* [Your instructions]: Check each line of the data below for the string "Give", then report how many lines have it and nothing else.

* [Material to process]:

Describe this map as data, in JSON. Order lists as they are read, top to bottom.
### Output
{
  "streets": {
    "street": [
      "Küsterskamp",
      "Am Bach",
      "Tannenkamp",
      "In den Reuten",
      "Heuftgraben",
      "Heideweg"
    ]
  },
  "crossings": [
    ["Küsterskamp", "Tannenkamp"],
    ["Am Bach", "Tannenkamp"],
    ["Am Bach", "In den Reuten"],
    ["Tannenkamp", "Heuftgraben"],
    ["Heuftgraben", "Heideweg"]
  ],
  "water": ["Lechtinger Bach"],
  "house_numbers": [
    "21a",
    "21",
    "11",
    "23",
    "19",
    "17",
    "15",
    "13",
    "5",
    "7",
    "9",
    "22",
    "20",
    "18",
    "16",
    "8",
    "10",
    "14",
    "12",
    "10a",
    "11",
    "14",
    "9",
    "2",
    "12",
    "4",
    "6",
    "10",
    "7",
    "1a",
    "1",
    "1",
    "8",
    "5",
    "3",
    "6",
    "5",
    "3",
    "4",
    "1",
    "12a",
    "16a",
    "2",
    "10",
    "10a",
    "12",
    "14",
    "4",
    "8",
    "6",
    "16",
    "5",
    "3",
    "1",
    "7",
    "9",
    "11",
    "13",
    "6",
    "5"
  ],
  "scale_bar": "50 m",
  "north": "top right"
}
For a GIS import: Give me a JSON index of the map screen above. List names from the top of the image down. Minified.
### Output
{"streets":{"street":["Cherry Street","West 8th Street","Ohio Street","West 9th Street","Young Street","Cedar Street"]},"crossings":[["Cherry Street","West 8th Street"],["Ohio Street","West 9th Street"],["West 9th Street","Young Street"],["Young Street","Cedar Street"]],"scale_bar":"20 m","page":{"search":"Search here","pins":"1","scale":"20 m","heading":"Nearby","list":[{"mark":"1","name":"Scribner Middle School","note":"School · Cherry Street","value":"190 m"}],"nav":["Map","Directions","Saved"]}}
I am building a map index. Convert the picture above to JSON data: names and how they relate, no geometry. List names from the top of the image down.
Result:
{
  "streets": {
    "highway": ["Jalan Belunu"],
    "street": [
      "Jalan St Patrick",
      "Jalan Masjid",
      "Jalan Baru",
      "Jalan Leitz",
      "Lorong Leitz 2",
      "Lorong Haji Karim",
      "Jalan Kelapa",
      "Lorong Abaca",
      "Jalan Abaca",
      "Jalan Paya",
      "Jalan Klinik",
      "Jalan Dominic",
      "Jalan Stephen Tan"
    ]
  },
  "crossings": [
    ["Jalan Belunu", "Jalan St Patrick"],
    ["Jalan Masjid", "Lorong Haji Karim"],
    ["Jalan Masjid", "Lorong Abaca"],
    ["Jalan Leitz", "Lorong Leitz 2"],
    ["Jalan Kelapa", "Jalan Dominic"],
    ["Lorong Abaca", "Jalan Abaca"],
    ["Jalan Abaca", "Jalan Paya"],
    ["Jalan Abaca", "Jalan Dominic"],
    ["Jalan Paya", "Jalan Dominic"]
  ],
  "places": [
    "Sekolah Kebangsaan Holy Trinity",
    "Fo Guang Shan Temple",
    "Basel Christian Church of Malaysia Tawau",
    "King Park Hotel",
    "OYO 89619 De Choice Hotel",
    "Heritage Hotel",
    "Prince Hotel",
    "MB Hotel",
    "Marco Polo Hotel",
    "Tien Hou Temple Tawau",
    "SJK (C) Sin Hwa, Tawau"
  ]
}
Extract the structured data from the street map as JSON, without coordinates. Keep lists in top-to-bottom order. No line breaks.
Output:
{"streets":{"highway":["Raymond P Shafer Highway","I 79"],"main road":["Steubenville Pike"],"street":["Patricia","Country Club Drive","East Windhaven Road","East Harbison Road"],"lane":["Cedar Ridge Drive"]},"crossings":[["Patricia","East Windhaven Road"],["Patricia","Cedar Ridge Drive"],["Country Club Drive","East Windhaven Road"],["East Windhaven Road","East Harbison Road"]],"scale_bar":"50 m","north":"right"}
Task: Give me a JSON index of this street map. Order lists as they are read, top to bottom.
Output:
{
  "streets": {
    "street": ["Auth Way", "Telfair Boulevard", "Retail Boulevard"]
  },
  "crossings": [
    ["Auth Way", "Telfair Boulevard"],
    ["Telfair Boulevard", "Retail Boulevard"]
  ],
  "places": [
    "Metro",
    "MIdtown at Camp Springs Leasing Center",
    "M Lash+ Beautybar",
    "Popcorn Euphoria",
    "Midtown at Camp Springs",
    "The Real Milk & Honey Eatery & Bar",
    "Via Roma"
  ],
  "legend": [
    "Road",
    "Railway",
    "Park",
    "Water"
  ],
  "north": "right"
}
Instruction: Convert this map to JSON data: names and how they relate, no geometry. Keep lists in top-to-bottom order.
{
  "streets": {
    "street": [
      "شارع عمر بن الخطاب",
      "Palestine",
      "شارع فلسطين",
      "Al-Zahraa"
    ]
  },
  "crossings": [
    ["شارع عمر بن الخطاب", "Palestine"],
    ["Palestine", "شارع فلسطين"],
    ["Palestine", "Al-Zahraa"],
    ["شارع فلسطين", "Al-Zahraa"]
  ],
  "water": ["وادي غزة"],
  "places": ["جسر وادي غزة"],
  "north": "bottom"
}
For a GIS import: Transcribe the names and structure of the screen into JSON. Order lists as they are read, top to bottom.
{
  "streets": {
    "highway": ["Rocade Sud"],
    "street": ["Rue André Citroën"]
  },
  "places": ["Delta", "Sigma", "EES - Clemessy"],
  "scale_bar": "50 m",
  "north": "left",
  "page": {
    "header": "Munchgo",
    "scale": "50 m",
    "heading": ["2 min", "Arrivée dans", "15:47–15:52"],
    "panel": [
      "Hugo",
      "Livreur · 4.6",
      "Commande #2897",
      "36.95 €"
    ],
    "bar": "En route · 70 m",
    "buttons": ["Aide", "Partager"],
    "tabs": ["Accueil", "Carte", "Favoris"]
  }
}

* [Solution to this problem]: 2